======== Exercise inputs ========

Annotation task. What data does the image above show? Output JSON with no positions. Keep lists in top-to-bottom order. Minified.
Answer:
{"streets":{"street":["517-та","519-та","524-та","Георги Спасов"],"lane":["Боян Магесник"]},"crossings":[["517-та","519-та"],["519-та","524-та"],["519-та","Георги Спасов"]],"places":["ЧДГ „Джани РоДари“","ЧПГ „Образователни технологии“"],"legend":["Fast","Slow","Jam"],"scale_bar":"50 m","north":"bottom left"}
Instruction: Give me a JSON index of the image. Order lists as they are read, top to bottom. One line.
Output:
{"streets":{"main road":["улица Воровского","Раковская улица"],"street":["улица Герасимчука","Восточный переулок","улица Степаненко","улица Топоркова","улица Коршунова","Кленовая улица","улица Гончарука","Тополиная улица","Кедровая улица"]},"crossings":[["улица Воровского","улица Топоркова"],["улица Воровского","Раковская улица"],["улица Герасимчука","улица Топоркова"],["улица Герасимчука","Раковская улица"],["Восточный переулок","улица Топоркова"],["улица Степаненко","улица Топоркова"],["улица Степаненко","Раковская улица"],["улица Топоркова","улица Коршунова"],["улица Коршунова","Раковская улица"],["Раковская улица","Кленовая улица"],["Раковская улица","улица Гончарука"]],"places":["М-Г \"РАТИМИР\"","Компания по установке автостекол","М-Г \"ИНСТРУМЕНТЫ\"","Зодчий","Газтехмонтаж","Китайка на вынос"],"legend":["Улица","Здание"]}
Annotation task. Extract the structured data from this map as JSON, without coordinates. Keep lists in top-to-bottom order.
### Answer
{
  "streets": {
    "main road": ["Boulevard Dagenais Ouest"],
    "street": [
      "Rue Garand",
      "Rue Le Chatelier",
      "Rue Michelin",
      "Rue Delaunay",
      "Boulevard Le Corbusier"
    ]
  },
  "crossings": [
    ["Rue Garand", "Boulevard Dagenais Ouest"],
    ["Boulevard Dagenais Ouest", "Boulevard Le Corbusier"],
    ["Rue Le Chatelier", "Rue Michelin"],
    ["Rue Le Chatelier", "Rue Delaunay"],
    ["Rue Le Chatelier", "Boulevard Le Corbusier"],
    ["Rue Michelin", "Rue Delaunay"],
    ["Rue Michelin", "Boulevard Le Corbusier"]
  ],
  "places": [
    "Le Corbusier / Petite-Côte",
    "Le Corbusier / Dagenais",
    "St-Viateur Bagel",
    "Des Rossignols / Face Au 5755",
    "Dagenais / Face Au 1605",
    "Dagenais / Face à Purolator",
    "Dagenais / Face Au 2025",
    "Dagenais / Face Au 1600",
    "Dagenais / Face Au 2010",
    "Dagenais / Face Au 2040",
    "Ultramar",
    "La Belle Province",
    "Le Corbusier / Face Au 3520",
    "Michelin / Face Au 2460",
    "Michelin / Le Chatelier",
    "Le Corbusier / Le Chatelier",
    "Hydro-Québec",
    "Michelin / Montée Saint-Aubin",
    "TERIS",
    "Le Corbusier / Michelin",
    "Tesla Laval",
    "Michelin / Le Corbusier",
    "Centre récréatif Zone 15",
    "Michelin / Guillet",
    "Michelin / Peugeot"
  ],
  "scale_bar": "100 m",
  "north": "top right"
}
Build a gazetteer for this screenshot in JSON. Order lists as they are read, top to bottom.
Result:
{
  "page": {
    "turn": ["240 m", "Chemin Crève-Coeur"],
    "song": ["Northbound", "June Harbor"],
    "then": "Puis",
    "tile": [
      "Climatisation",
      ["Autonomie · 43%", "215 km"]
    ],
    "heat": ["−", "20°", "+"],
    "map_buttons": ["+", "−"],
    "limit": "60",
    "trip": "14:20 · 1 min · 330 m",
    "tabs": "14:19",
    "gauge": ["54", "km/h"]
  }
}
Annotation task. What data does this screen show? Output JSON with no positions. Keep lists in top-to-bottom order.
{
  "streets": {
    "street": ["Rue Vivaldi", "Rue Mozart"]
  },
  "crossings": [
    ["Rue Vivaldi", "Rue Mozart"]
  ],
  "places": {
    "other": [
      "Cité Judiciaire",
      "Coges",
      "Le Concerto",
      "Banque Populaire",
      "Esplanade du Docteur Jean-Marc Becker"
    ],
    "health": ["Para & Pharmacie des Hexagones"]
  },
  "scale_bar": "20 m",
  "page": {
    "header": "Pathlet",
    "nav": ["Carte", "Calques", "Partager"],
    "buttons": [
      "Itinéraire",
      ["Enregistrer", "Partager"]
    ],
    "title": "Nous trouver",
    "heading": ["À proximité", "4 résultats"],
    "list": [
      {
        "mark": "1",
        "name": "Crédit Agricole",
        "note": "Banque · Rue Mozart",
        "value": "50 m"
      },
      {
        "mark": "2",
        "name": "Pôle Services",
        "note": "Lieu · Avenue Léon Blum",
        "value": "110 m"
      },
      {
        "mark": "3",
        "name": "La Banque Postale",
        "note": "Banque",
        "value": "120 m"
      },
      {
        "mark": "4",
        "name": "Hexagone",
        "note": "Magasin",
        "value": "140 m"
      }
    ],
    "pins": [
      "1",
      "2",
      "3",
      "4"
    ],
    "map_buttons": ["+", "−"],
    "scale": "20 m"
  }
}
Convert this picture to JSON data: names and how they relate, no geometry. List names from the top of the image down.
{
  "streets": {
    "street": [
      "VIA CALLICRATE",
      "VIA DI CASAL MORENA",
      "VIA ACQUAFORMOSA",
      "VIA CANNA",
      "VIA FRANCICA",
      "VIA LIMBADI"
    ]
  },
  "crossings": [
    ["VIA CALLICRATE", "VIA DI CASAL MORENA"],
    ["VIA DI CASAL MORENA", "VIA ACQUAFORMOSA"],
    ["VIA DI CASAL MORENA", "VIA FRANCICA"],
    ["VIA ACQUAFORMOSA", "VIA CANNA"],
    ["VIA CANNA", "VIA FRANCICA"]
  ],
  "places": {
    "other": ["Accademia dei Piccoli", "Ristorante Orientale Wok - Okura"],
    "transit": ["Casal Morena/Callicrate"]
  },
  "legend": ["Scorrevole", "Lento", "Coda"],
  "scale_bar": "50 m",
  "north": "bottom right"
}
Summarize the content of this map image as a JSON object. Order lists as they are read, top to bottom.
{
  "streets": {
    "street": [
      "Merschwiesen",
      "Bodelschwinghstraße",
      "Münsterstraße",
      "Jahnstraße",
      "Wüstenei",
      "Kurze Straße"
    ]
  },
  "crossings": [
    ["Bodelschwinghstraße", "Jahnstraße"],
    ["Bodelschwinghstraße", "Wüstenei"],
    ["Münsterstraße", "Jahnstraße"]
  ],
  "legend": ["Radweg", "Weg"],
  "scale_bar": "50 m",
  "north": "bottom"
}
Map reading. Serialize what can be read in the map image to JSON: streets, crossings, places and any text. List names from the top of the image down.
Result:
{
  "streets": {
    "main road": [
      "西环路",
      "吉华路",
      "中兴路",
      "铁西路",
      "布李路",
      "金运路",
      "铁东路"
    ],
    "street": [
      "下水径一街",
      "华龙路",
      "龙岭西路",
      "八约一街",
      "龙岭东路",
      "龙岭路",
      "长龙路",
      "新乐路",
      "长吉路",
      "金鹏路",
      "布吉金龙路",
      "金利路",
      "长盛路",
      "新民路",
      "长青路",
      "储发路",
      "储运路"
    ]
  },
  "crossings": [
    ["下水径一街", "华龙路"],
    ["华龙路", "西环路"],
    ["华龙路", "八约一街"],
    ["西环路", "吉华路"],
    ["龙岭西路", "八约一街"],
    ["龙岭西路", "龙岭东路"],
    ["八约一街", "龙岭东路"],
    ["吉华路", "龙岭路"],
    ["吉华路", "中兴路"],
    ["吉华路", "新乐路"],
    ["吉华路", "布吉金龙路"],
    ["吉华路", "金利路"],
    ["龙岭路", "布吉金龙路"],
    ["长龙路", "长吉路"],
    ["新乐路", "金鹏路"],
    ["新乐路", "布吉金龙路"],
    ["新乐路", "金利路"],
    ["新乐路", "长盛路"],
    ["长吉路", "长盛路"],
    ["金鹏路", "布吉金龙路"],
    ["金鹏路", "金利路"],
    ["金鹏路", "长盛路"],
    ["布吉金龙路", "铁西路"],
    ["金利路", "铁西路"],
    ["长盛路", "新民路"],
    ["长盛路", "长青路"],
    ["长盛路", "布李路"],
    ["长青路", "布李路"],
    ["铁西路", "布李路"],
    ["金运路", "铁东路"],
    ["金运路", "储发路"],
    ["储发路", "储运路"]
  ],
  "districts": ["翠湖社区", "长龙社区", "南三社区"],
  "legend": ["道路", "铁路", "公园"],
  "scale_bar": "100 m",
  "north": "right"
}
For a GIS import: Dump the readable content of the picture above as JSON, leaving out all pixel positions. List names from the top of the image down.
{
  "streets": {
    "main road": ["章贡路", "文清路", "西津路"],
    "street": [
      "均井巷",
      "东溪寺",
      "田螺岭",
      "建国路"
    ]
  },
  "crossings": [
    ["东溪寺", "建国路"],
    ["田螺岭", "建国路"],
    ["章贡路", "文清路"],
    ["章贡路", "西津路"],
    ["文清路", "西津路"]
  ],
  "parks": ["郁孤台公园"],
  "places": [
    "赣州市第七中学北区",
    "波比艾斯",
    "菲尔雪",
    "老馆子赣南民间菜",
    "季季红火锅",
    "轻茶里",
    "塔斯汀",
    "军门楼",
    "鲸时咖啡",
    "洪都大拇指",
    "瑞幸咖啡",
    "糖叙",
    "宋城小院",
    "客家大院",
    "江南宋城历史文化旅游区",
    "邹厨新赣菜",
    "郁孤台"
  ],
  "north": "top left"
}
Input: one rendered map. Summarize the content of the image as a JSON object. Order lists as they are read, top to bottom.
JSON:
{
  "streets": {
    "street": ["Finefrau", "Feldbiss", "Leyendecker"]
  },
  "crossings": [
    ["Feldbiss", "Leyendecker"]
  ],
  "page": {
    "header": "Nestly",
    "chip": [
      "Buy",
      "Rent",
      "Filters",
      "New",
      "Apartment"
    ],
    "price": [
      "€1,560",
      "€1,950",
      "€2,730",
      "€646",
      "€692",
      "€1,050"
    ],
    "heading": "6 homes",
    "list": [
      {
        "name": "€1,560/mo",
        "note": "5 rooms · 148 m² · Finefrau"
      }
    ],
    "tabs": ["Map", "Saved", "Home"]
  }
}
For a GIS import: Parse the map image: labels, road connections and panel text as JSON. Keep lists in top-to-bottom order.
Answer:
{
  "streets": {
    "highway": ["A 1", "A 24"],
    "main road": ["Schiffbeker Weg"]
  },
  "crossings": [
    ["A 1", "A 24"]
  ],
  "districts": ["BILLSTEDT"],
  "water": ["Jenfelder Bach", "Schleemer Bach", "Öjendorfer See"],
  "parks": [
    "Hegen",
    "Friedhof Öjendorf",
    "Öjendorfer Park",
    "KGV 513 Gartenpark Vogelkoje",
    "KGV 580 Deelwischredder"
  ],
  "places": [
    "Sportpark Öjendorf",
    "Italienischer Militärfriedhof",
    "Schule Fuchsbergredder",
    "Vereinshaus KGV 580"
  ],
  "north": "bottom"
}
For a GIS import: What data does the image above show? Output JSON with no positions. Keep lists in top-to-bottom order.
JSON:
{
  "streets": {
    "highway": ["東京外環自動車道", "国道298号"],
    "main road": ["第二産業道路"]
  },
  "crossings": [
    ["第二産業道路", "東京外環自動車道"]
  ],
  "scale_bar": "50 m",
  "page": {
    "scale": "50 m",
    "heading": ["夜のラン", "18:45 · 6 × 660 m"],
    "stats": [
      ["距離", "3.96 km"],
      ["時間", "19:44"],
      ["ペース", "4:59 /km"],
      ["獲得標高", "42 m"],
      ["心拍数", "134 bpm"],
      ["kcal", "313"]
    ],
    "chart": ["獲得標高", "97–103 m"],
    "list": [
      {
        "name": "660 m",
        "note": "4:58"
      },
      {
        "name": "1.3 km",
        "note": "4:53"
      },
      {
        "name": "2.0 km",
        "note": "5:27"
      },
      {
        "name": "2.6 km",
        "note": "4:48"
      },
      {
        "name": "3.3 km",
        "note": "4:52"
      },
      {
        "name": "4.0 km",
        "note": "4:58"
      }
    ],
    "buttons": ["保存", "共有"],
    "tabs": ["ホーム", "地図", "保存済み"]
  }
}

========

### Exercise instructions
Quote, with nothing altered, all lines from the start of the entries to the line that carries "Instruction: Give me", inclusive.

### Expected answer
Annotation task. What data does the image above show? Output JSON with no positions. Keep lists in top-to-bottom order. Minified.
Answer:
{"streets":{"street":["517-та","519-та","524-та","Георги Спасов"],"lane":["Боян Магесник"]},"crossings":[["517-та","519-та"],["519-та","524-та"],["519-та","Георги Спасов"]],"places":["ЧДГ „Джани РоДари“","ЧПГ „Образователни технологии“"],"legend":["Fast","Slow","Jam"],"scale_bar":"50 m","north":"bottom left"}
Instruction: Give me a JSON index of the image. Order lists as they are read, top to bottom. One line.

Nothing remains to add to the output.